Part of the mandate of the OCS is to “enable a retail system that will combat the illegal market.”2 However, the illicit market still accounts for more than 40% of cannabis sales in Ontario,3 despite more than 1,500 cannabis stores operating in the province.4
Much of the illicit market’s success results from relatively high prices in legal stores despite the average price per gram of cannabis in Ontario being reduced from $11.78 to $7.50 from 2019 to 2021.5 Currently, Ontario consumers pay $1 per gram in excise tax, an average OCS wholesale markup of 31%, plus an additional 13% HST.6 All of these government taxes and provincial markups represent approximately 47% of the basket price of legal cannabis (when purchasing in one-gram quantities).7
Lowering the Wholesale Markup
On September 11, 2023, the OCS will move to a fixed wholesale markup on all its products. As a result, the markup on dried flower and pre-rolls will be 8% and 2% lower, respectively. The OCS will also impose a wholesale cost floor of approximately $2.28 per gram for dried flower and pre-rolls.8
Further, the OCS is changing its direct-to-consumer markups on OCS.ca. The OCS will apply a fixed 39% markup (on top of the wholesale price) on its website.9
Supply Chain Implications
David Lobo, President & CEO of the OCS, said that the lower markup is expected to contribute approximately $60 million annually to the marketplace.10 However, it is unclear whether LPs, retailers, or consumers will experience the majority of the cost savings.
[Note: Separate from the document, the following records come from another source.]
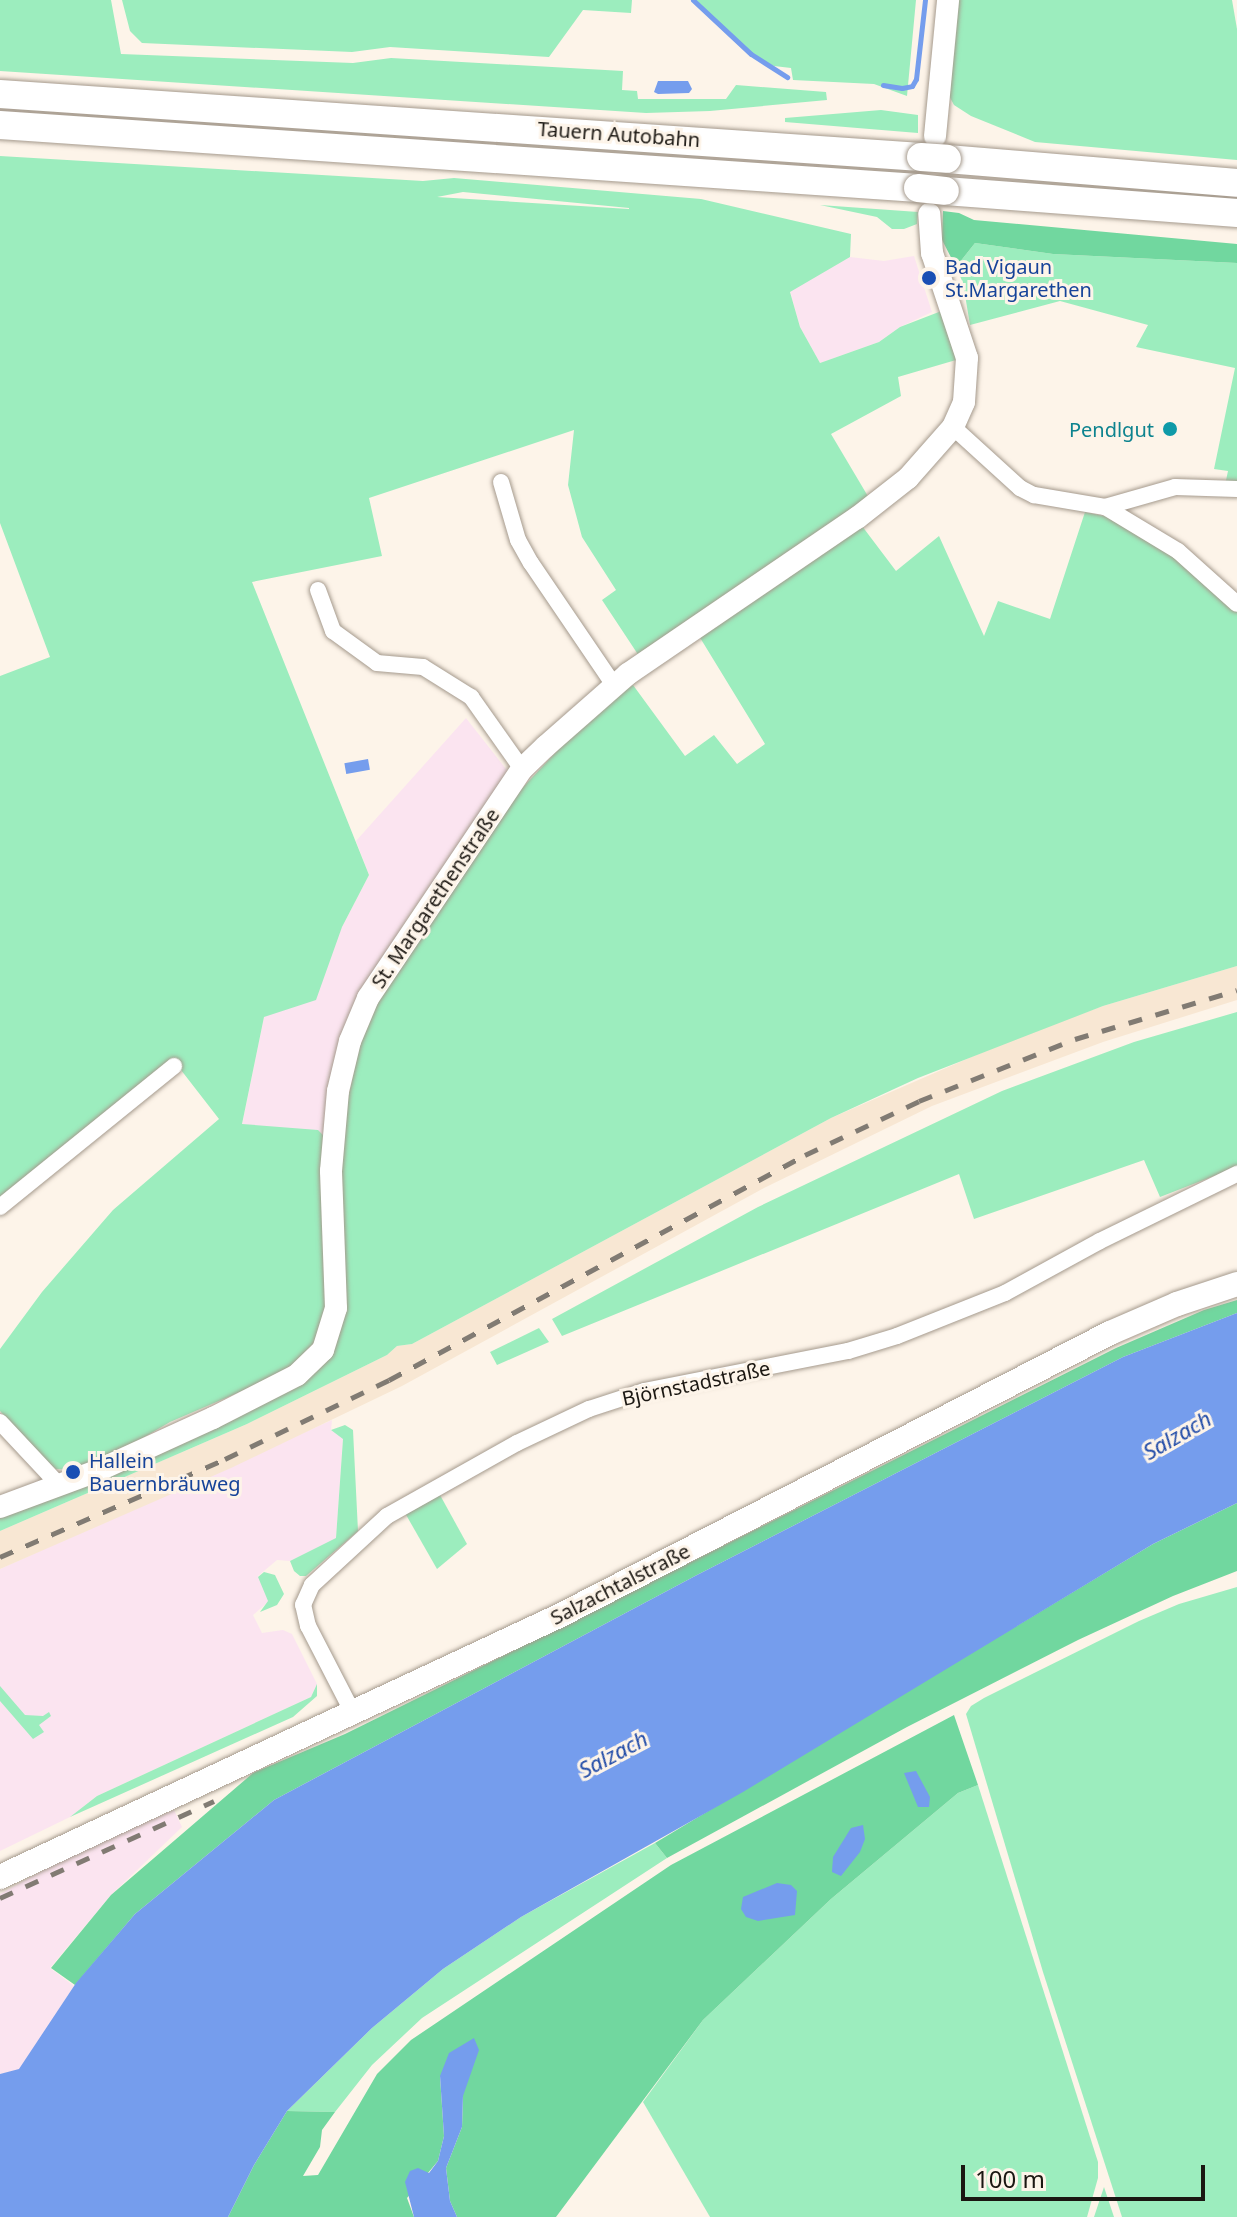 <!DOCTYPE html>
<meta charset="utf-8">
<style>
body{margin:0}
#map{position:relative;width:1237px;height:2217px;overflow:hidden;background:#fdf4e9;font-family:"Noto Sans",sans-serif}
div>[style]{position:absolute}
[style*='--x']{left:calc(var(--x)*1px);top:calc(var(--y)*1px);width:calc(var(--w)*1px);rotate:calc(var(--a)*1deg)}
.industrial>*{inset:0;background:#fbe4f0}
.built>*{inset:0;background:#f8e7d3}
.green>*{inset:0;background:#9cedbe}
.forest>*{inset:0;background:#71d79f}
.water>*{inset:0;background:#759ded;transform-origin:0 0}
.stream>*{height:5px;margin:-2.5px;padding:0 2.5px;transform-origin:2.5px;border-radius:2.5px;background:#759ded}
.roads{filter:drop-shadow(0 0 2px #a59a8d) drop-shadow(0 0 2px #a59a8d)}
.street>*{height:16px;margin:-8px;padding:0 8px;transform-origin:8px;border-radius:8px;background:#fff}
.secondary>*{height:22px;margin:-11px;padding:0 11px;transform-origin:11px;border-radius:11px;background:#fff}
.primary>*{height:24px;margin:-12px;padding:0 12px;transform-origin:12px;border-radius:12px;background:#fff}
.highway>*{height:28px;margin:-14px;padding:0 14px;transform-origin:14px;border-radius:14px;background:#fff}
.rail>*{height:5px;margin-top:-2.5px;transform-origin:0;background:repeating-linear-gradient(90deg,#817b73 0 14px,transparent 0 28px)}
.bridges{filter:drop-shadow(0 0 2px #a59a8d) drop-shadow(0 0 2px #a59a8d)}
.highway-bridge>*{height:28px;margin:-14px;padding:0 14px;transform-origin:14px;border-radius:14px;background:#fff}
.dots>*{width:22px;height:22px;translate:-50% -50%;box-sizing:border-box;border:4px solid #fdf4e9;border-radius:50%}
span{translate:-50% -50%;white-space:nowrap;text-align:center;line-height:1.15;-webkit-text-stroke:6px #fdf4e9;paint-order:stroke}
.street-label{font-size:20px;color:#1b1712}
.transit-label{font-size:20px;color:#164399}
.left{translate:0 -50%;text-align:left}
.culture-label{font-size:20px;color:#0d838f}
.right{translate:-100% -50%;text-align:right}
.water-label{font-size:22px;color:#224ca8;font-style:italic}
.scale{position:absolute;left:961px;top:2165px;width:244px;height:36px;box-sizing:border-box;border:4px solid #1b1712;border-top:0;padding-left:10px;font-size:24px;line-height:28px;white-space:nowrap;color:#1b1712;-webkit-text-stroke:6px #fdf4e9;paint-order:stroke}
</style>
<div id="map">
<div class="industrial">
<div style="clip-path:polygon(914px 256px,932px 312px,900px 327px,879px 342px,820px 363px,800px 327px,790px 291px,850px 257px,884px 261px)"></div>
<div style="clip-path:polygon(466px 718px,510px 774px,410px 914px,358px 999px,324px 1136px,242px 1125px,264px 1017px,342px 927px,369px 875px,356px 841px)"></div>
<div style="clip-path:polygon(332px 1420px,331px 1430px,343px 1438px,336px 1539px,290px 1561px,277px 1560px,258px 1576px,269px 1601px,253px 1615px,262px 1633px,283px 1630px,292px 1634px,317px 1684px,311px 1697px,97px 1796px,70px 1817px,0 1851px,0 1569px)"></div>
<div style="clip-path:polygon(174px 1810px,182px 1827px,111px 1895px,50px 1968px,74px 1986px,19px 2070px,0 2074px,0 1894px,71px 1855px)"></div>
</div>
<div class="built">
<div style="clip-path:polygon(1237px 966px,1237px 1000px,1103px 1042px,932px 1106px,764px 1188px,402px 1386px,231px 1468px,0 1569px,0 1531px,247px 1424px,387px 1355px,397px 1346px,412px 1344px,831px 1118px,1015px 1038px,1103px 1006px)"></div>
</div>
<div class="green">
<div style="clip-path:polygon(0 0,111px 0,121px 54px,353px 63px,391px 58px,623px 71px,622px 90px,637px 91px,638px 99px,726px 99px,736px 85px,826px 92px,827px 100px,710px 111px,646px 113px,0 71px)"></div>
<div style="clip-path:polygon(122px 0,632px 0,631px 13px,583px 10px,549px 57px,390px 47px,352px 52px,142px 43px,130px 31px)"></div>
<div style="clip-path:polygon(691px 0,916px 0,907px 96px,874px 84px,793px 80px,791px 68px,774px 66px,751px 56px)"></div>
<div style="clip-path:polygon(955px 0,1232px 0,1237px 29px,1237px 160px,1035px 142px,971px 116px,954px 105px,947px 92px)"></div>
<div style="clip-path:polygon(881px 110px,918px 115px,918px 133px,785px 122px,785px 118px)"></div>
<div style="clip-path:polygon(evenodd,0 156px,423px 181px,454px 178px,701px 199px,851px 234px,850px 257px,790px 292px,800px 327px,820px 363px,879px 342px,900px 327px,944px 310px,956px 360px,898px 377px,901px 396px,831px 434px,869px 498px,639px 656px,602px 600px,616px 590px,582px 537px,568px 485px,574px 430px,369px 498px,382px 556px,252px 582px,369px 875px,342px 927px,316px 1000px,264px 1017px,242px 1124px,318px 1130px,324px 1136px,329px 1292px,316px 1341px,293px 1365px,256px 1385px,170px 1422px,119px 1452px,73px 1470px,56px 1469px,44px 1460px,0 1411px,0 1349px,42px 1292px,113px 1210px,219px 1119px,174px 1061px,0 1200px,0 676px,50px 657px,0 523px,0 156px,463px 192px,629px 208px,629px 209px,437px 197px,463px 192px)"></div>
<div style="clip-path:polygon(820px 205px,918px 212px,917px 224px,904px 229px,892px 229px,877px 217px)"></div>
<div style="clip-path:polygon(975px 243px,1053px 254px,1237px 263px,1237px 486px,1225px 485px,1228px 471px,1214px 469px,1235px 368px,1136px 347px,1148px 325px,1060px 301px,970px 325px,963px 283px,956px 267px)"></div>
<div style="clip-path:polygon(1085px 512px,1113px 518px,1152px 538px,1237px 609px,1237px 966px,1103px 1006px,918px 1078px,831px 1118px,412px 1344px,397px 1346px,387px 1355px,247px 1424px,0 1531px,0 1516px,282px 1393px,317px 1371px,329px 1358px,345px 1113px,363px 1029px,385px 986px,511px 800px,590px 716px,633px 685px,685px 756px,714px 735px,737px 764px,765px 744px,699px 636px,862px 526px,896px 571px,939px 536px,984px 636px,998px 601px,1050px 619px)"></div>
<div style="clip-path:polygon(1237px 1012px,1237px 1167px,1160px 1197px,1144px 1160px,974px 1219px,959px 1174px,562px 1336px,552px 1319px,758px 1207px,1002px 1091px,1134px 1042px)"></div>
<div style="clip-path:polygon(539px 1328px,549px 1342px,497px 1365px,490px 1352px)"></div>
<div style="clip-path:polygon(345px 1425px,353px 1430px,358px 1531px,306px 1576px,300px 1576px,294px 1571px,290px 1561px,336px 1538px,343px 1439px,331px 1430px)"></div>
<div style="clip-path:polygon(440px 1495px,467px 1544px,437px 1569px,405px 1513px)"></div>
<div style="clip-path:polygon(264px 1572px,275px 1575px,284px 1594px,277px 1605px,260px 1612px,268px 1601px,258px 1577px)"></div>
<div style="clip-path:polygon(1237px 1587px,1237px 2217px,1122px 2217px,1043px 1972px,966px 1714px,971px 1706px,984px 1698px,1139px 1621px,1179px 1604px)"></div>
<div style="clip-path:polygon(317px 1684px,317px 1696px,293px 1717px,70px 1817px,97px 1796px,311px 1697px)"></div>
<div style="clip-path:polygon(0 1686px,25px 1715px,43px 1716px,49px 1712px,51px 1716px,39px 1725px,44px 1732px,33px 1739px,0 1701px)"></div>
<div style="clip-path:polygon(978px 1785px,1098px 2162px,1098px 2178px,1087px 2217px,710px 2217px,643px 2102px,703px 2020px,831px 1899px,958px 1793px)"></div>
<div style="clip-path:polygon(655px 1843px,667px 1858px,422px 2018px,372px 2065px,335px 2112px,287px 2111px,372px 2028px,443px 1969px,521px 1917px)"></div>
<div style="clip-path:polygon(1104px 2187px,1114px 2217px,1094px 2217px)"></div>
</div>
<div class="forest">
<div style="clip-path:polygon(943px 211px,959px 213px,974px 220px,1237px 244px,1237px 263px,1053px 254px,975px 243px,956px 267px,942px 240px)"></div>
<div style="clip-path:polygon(1237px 1300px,1237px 1313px,1123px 1357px,697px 1575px,274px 1800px,135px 1914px,75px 1985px,51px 1968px,111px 1895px,253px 1773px,345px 1734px,580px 1618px,1116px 1348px,1204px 1310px)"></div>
<div style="clip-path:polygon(1237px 1503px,1237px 1571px,1173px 1596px,1078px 1640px,907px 1727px,667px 1858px,655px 1843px,1153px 1544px)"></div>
<div style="clip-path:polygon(954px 1715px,978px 1785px,958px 1793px,831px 1899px,703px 2020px,556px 2217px,457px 2217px,450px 2201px,446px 2168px,462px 2127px,463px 2096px,440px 2076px,444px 2136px,438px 2161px,407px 2198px,414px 2217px,228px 2217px,254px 2165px,287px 2111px,335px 2112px,322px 2130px,320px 2147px,303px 2176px,318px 2175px,377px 2074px,411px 2040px,671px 1865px)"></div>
</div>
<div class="water">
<div style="clip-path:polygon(658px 81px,688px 81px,692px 89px,689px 93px,658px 94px,654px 92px)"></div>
<div style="left:368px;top:759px;width:11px;height:24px;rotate:80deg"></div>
<div style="clip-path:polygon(1237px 1313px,1237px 1503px,1153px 1544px,743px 1792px,521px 1917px,443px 1969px,372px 2028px,287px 2111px,254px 2165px,228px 2217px,0 2217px,0 2074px,19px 2069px,76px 1983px,135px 1914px,274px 1800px,697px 1575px,1123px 1357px)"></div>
<div style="clip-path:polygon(916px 1771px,930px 1797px,929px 1807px,918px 1807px,904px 1773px)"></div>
<div style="clip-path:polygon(863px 1825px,865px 1839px,860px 1852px,841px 1876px,832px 1872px,833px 1857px,851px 1828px)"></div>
<div style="clip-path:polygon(777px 1883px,791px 1885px,797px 1891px,795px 1915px,758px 1921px,746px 1917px,741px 1909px,743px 1897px)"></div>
<div style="clip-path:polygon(474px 2038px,479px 2050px,463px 2096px,462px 2127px,446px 2168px,450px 2201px,457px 2217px,414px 2217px,405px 2182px,410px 2171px,418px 2168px,429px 2173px,438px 2161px,444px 2136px,440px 2076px,449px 2053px)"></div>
</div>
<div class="stream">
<div style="--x:693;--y:0;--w:79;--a:43"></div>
<div style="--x:751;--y:54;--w:43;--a:32.6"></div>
<div style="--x:883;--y:85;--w:19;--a:9"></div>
<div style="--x:902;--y:88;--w:10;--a:-11"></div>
<div style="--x:912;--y:86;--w:8;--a:-60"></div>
<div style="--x:916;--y:79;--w:80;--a:-83.5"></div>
</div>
<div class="roads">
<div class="street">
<div style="--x:953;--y:427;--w:91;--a:42.3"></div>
<div style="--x:1020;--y:488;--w:16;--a:27"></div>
<div style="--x:1034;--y:495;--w:72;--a:9.6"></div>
<div style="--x:1105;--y:507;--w:85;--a:31.1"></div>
<div style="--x:1178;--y:551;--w:79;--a:41.9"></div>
<div style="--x:501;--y:482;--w:60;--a:73.7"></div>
<div style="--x:518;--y:540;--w:26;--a:61"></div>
<div style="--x:531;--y:563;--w:148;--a:55.8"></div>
<div style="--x:1105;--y:507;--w:73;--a:-15.9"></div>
<div style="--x:1175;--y:487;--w:62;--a:1.8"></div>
<div style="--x:318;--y:590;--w:44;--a:69.9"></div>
<div style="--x:333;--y:631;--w:54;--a:36"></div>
<div style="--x:377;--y:663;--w:46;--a:5"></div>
<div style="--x:423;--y:667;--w:57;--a:32"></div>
<div style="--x:471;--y:697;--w:88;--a:54.7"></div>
<div style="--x:0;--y:1207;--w:224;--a:-39"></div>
<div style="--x:0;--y:1422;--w:86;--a:46.9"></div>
<div style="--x:353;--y:1713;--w:98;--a:-117.3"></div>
<div style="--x:308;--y:1626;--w:22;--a:-103"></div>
<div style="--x:303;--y:1605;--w:22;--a:-66"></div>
<div style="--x:312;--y:1585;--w:102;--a:-42.6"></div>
<div style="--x:387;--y:1516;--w:149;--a:-29.3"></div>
<div style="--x:517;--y:1443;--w:80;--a:-25.3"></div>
<div style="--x:589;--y:1409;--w:58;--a:-18.1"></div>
<div style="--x:644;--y:1391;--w:208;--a:-11.1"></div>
<div style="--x:848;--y:1351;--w:51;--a:-17"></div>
<div style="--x:897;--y:1336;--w:116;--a:-21.7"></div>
<div style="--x:1005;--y:1293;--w:108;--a:-28.7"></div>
<div style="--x:1100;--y:1241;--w:153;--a:-26.1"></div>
</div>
<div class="secondary">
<div style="--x:935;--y:136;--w:137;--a:-84.5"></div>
<div style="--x:0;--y:1507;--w:103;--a:-20.4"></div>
<div style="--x:97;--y:1471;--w:128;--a:-24.6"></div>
<div style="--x:213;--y:1418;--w:94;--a:-27.1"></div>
<div style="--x:297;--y:1375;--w:36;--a:-44"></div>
<div style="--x:323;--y:1350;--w:44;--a:-72.8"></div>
<div style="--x:336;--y:1308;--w:137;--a:-92.1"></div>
<div style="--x:331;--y:1171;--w:80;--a:-85"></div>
<div style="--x:338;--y:1091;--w:51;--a:-76.5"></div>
<div style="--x:350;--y:1041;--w:47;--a:-67.3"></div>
<div style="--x:368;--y:998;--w:276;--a:-56.1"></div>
<div style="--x:522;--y:769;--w:33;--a:-44"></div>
<div style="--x:546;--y:746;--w:109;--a:-41.3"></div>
<div style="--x:628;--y:674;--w:277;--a:-34.3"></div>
<div style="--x:857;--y:518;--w:65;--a:-38.1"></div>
<div style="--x:908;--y:478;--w:68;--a:-48.6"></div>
<div style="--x:953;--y:427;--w:27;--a:-66"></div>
<div style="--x:964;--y:402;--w:44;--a:-86.1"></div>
<div style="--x:967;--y:358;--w:111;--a:-108.4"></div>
<div style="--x:932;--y:253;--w:39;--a:-94"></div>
</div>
<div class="primary">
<div style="--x:0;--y:1877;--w:619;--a:-25.03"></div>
<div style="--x:561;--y:1615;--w:617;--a:-27.19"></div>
<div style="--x:1110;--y:1333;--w:73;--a:-23.4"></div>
<div style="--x:1177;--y:1304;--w:63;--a:-18.4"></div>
</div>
<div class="highway">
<div style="--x:0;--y:94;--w:923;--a:3.91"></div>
<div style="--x:0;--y:125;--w:920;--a:3.93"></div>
<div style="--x:947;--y:159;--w:291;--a:4.7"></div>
<div style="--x:945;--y:191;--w:293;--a:4.3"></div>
</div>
</div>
<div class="rail">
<div style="--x:0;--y:1557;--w:245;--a:-23.5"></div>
<div style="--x:225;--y:1459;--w:182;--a:-25.7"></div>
<div style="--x:389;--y:1380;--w:473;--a:-28.4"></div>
<div style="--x:805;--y:1155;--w:126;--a:-25.3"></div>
<div style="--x:919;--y:1101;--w:168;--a:-21.7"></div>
<div style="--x:1075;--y:1039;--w:169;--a:-16.8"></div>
<div style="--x:0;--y:1898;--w:235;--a:-24.4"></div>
</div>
<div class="bridges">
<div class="highway-bridge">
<div style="--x:921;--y:157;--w:26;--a:4"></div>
<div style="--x:918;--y:188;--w:27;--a:6"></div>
</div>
</div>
<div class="dots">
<div style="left:929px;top:278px;background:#1a4fb4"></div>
<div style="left:1170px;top:429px;background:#0f9aa8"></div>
<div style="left:73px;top:1472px;background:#1a4fb4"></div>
</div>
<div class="street-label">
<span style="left:619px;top:134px;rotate:4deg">Tauern Autobahn</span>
<span style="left:435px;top:898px;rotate:-56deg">St. Margarethenstraße</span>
<span style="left:696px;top:1383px;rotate:-12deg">Björnstadstraße</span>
<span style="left:620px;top:1584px;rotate:-27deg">Salzachtalstraße</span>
</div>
<div class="transit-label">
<span class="left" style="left:945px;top:278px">Bad Vigaun<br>St.Margarethen</span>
<span class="left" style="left:89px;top:1472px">Hallein<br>Bauernbräuweg</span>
</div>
<div class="culture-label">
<span class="right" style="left:1154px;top:429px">Pendlgut</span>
</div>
<div class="water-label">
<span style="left:1177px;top:1435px;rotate:-30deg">Salzach</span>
<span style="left:613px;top:1754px;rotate:-28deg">Salzach</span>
</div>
<div class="scale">100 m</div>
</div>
If LPs raise their prices, the only way retailers will benefit from the lower markup is if they also raise their prices – which would benefit the illicit market, thereby undermining the OCS’s mandate.
It is also unclear how much the fixed, 39%, e-commerce markup will help retailers compete with OCS.ca. During FY2022 (ending March 31, 2023), Ontario experienced retail cannabis sales of $1,519,460,000.11 $72,700,000 of this was from OCS.ca, representing approximately 5% market share.12 The OCS already profits greatly from its wholesale channel ($1,107,800,000 in FY2022) and does not need to bolster profits with the retail channel.13
The wholesale markup reduction helps foster better conditions for all stakeholders – but it is unclear who the primary beneficiaries will be. In any event, in an industry that requires regulatory attention and reform, it is a positive development to see the Ontario Government starting to take notice.